__Source material__.
______________________________

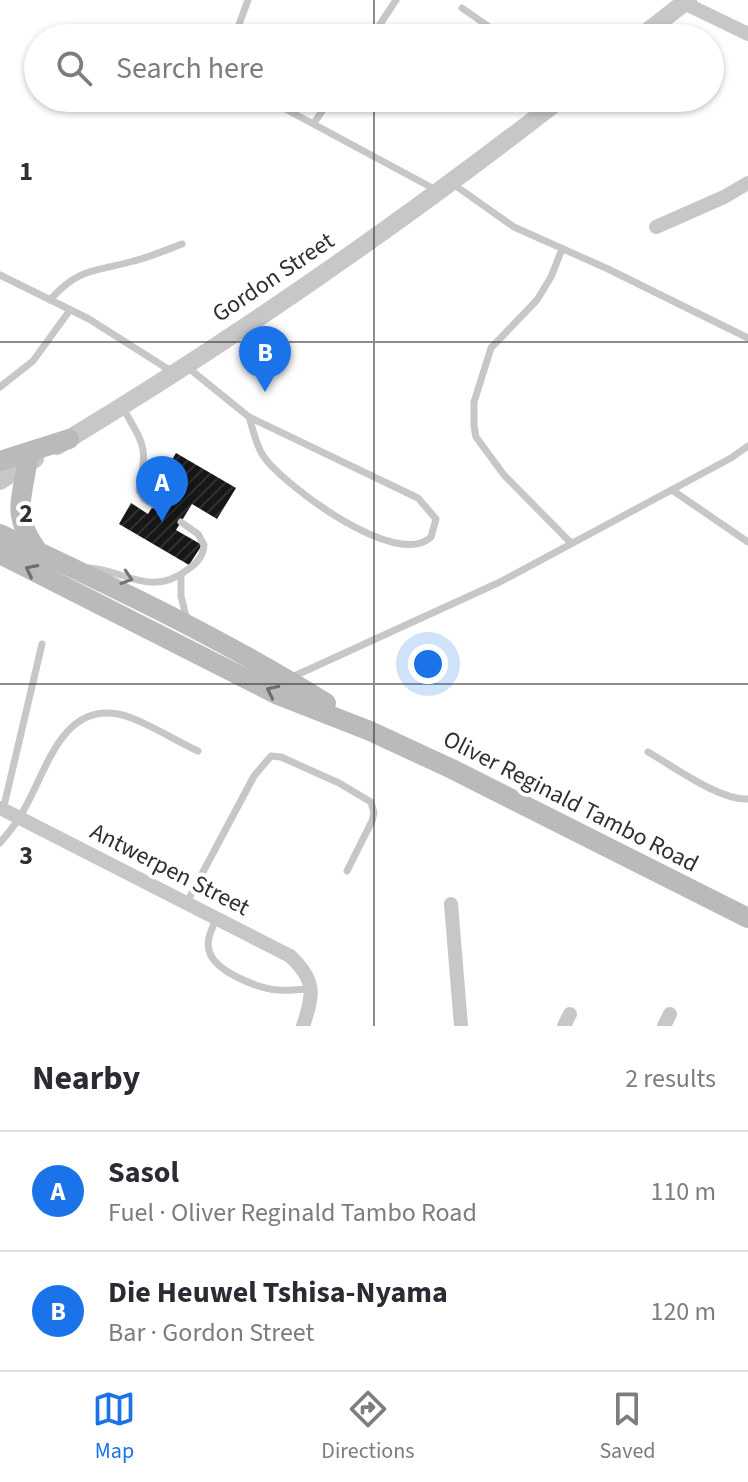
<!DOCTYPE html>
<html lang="en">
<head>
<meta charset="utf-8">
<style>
  :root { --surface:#fff; --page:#f2f2f3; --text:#2b2b33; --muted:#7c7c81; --line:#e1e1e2; --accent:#1a73e8 }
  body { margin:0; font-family:"Source Sans 3",sans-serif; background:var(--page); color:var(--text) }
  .you { position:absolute; left:428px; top:664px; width:28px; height:28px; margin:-20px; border:6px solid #fff; border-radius:50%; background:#1a73e8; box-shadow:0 0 0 12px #1a73e833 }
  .badge { display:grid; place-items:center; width:52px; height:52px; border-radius:50%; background:var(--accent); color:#fff; font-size:26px; font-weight:700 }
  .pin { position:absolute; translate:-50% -66px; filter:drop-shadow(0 2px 4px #0008) }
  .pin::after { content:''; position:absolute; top:42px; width:28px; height:24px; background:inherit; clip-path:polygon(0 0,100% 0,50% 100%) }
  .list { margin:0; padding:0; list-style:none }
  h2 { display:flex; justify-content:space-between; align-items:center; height:104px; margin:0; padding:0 32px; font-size:34px }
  h2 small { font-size:26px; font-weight:400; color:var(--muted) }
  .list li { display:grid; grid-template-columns:52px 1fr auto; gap:24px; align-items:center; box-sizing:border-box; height:120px; padding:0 32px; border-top:2px solid var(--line) }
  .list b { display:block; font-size:30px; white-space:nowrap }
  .list p { margin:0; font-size:26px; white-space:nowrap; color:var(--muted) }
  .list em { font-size:26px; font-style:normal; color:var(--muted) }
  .icon { flex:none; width:44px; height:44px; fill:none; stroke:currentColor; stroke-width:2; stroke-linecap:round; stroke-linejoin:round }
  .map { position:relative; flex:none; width:748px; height:1026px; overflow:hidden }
  .search { position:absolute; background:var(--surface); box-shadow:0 2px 6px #0004; left:24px; right:24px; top:24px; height:88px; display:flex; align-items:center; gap:20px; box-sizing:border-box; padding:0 28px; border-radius:44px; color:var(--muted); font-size:30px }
  .sheet { height:344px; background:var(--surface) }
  nav { display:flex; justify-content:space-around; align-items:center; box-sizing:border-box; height:112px; border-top:2px solid var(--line); background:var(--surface); font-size:22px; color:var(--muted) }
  nav a { display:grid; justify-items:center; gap:4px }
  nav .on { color:var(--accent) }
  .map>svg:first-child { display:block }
</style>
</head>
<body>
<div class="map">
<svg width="748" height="1026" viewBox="0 0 748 1026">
  <defs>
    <pattern id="building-hatch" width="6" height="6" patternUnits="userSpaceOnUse" patternTransform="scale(2)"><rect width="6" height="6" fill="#171717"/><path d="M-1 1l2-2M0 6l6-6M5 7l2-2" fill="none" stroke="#303030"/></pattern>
  </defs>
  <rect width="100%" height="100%" fill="#fff"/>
  <path fill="url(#building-hatch)" d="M176,453L236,488L217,519L192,504L181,522L176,530L202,545L189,565L119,524L131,503L148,514L164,488L151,480L156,471L163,475Z"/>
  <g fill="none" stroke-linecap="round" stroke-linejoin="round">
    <g stroke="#c7c7c7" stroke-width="7">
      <path d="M462,8L505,38"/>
      <path d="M234,38L248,0"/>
      <path d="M371,38L396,0"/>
      <path d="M265,98L438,191"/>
      <path d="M314,123L331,98"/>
      <path d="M453,184L514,227L608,269L748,338"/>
      <path d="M562,249L551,277L537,300L491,348L474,402V426L476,437L504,475L571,543"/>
      <path d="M0,275L89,319L171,371"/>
      <path d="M50,300C79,267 95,272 134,261C150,257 166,250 182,244"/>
      <path d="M186,366L249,417L418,498L436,519L431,537C397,570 285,486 264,457C256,446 253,429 249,417"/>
      <path d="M0,387L33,361L70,310"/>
      <path d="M123,408C146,449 147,445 139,491L144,499L154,505"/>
      <path d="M672,490L748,542"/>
      <path d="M88,568C126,570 150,598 187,570C197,563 203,557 204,545L198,534L181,522"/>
      <path d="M181,575V596L187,620"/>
      <path d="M290,678L500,582L731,458L748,446"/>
      <path d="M648,752C673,766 720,801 748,799"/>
      <path d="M3,810L42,644"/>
      <path d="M0,843C6,835 14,827 19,818C45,779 58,703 118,714C140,718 176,741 198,751"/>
      <path d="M187,902L254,776L271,756L281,757L339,783L371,802L374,813L372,821L347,871"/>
      <path d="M216,919C212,929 206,940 209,950C213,971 259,989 278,990C288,991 299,989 310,989"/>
    </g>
    <g stroke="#c7c7c7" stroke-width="14">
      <path d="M684,3L748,34"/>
      <path d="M656,227L724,197L748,183"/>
      <path d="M0,808L290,956C316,980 314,994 303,1026"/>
      <path d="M451,904L461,1026"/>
      <path d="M564,1026L570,1014"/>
      <path d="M664,1026L670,1014"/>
    </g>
    <g stroke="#c7c7c7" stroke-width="18">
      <path d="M639,38L688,0"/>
      <path d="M57,446C232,341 401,223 562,98"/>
      <path d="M0,481L35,459"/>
    </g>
    <g stroke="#bababa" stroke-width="20">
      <path d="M0,461L69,439"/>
      <path d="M27,464C21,504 12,514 37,550"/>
      <path d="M0,534C110,585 223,639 326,703"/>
      <path d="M0,554L278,695L370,731L452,769L748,918"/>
    </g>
  </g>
  <defs><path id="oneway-chevron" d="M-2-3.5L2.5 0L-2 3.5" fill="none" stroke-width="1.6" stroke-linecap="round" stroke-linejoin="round" transform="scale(2)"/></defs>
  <g stroke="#6e6e6e">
    <use href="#oneway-chevron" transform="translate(31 570) rotate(-153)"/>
    <use href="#oneway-chevron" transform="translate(272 691) rotate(-154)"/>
  </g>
  <use stroke="#747474" href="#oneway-chevron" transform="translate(127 578) rotate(18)"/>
  <path fill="none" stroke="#303030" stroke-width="2" stroke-opacity="0.55" d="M374,0V38M374,98V1026M0,342H748M0,684H748"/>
  <g text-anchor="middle" stroke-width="8" stroke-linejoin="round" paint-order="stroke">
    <g font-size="24" fill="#303030" stroke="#fff">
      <text transform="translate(273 277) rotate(-34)" y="8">Gordon Street</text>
      <text transform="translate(571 801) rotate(27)" y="8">Oliver Reginald Tambo Road</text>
      <text transform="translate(170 869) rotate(27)" y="8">Antwerpen Street</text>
    </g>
  </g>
  <g font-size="26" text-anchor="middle" font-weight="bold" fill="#303030" stroke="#fff" stroke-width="8" stroke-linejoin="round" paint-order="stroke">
    <text x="26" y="180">1</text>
    <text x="26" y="522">2</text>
    <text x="26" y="864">3</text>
  </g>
</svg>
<div class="you"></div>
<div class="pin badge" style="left:162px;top:522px">A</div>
<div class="pin badge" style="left:265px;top:392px">B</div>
<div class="search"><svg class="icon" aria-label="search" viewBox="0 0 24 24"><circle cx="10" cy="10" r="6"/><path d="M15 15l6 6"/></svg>Search here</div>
</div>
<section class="sheet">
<h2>Nearby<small>2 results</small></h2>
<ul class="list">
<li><span class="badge">A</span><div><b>Sasol</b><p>Fuel · Oliver Reginald Tambo Road</p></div><em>110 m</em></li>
<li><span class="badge">B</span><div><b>Die Heuwel Tshisa-Nyama</b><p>Bar · Gordon Street</p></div><em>120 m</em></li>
</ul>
</section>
<nav>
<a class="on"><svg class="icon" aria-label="map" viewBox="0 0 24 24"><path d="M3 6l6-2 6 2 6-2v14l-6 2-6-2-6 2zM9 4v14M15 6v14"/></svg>Map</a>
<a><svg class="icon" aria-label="directions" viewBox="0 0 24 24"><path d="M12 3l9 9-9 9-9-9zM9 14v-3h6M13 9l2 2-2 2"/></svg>Directions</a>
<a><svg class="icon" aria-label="saved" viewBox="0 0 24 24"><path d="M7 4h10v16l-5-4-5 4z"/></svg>Saved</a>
</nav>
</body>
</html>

______________________________

__Assignment__. For each line in the entries that holds "list", return that line.

__Response for this exercise__.
  .list { margin:0; padding:0; list-style:none }
  .list li { display:grid; grid-template-columns:52px 1fr auto; gap:24px; align-items:center; box-sizing:border-box; height:120px; padding:0 32px; border-top:2px solid var(--line) }
  .list b { display:block; font-size:30px; white-space:nowrap }
  .list p { margin:0; font-size:26px; white-space:nowrap; color:var(--muted) }
  .list em { font-size:26px; font-style:normal; color:var(--muted) }
<ul class="list">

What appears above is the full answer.